If a line in the records below holds the word "label", copy it.
● ● ● ● ● ● ●
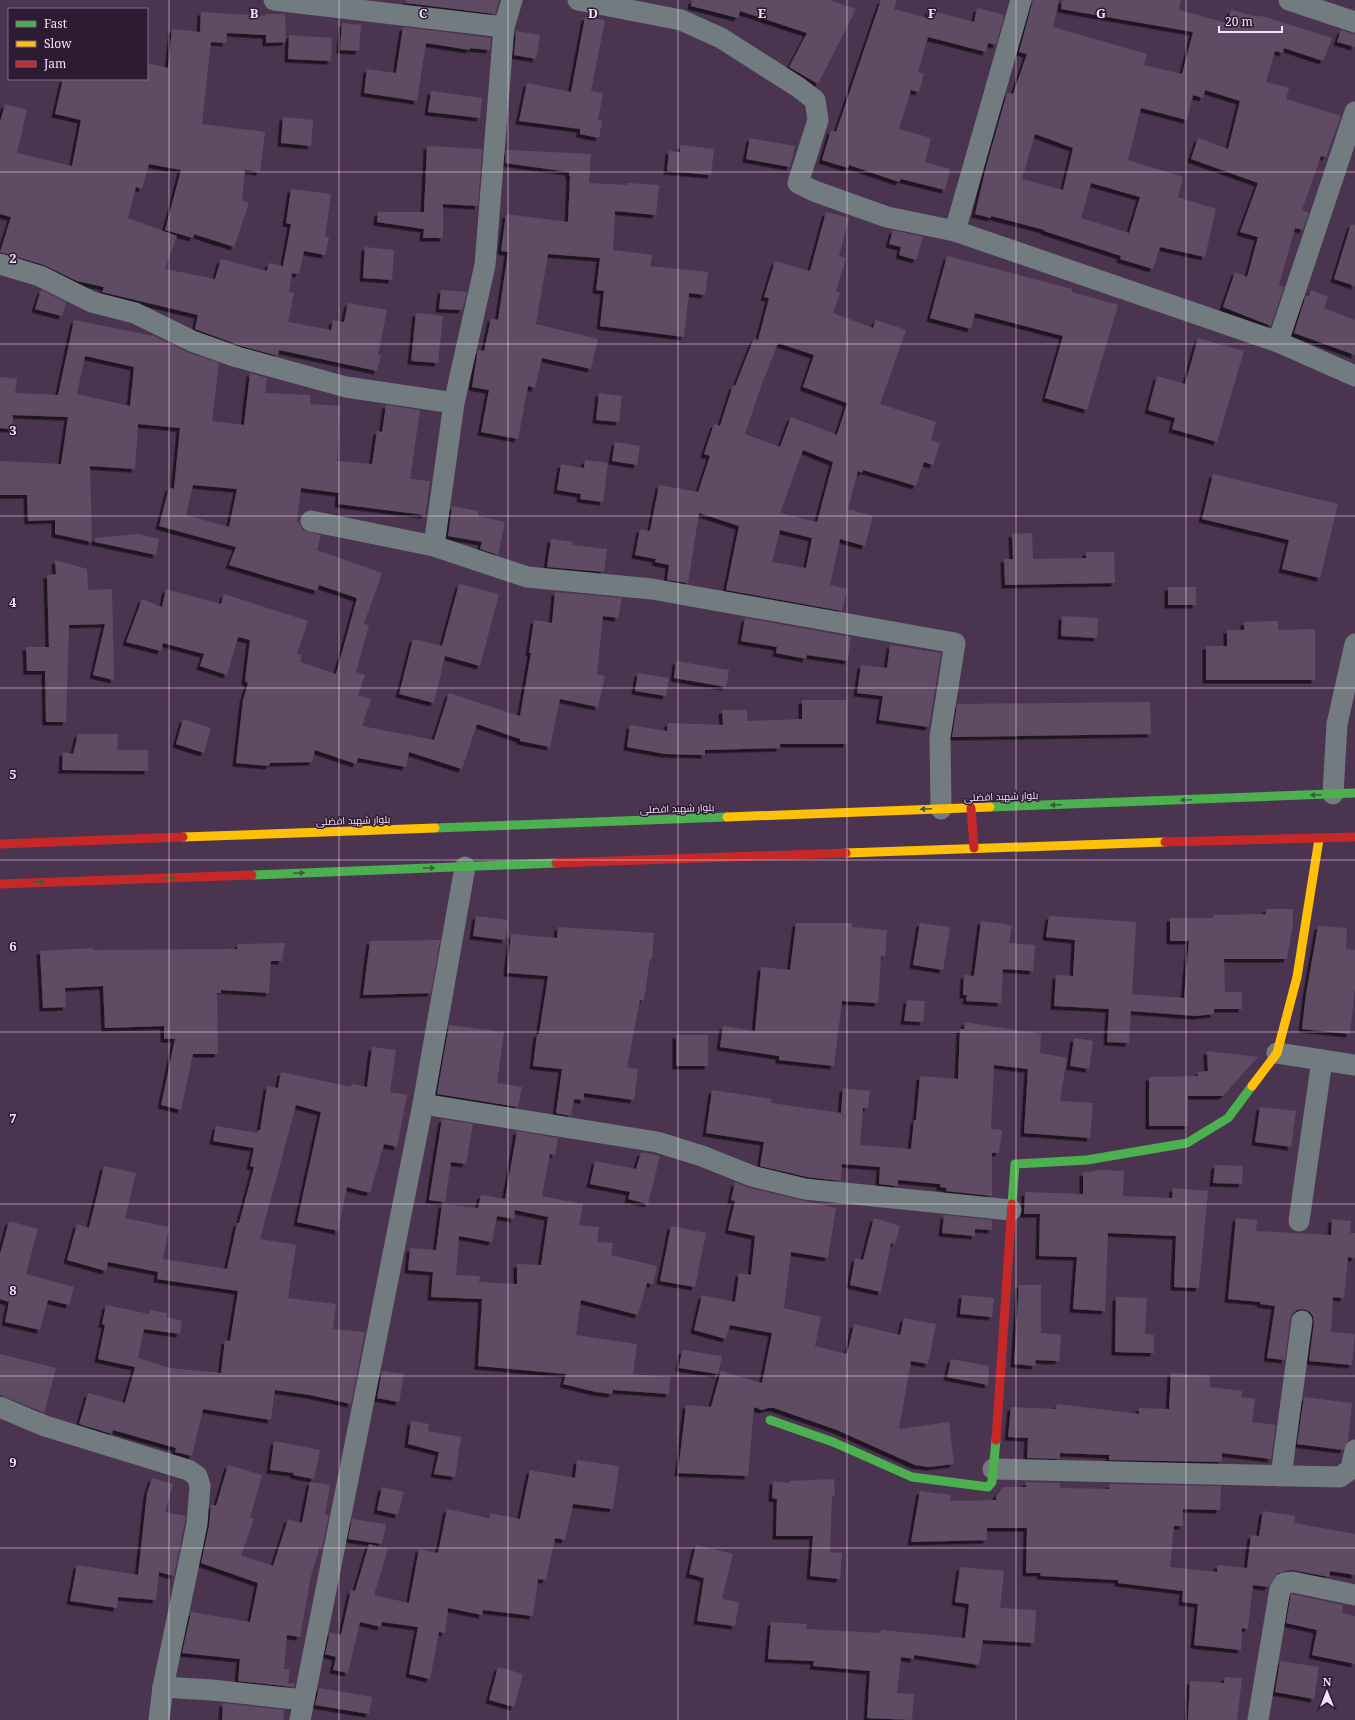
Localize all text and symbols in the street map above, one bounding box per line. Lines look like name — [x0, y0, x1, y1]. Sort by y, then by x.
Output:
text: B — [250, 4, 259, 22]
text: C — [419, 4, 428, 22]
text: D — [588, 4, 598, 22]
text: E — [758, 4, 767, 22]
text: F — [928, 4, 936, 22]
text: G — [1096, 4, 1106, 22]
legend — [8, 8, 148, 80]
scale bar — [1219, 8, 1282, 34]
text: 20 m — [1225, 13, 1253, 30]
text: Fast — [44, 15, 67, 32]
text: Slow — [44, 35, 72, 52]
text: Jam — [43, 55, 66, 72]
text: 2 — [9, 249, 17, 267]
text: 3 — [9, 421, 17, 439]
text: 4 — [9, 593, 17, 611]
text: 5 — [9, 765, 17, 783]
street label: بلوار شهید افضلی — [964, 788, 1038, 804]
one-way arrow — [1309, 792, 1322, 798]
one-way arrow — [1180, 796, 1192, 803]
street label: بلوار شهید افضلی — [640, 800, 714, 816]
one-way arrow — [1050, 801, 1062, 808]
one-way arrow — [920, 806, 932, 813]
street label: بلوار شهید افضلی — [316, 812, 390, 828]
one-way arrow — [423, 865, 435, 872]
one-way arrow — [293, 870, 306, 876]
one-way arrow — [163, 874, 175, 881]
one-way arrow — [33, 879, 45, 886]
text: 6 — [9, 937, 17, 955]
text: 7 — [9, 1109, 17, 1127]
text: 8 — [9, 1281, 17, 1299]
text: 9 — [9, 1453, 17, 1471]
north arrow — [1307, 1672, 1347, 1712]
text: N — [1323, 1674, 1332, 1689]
● ● ● ● ● ● ●
§ RESPONSE AREA:
street label: بلوار شهید افضلی — [964, 788, 1038, 804]
street label: بلوار شهید افضلی — [640, 800, 714, 816]
street label: بلوار شهید افضلی — [316, 812, 390, 828]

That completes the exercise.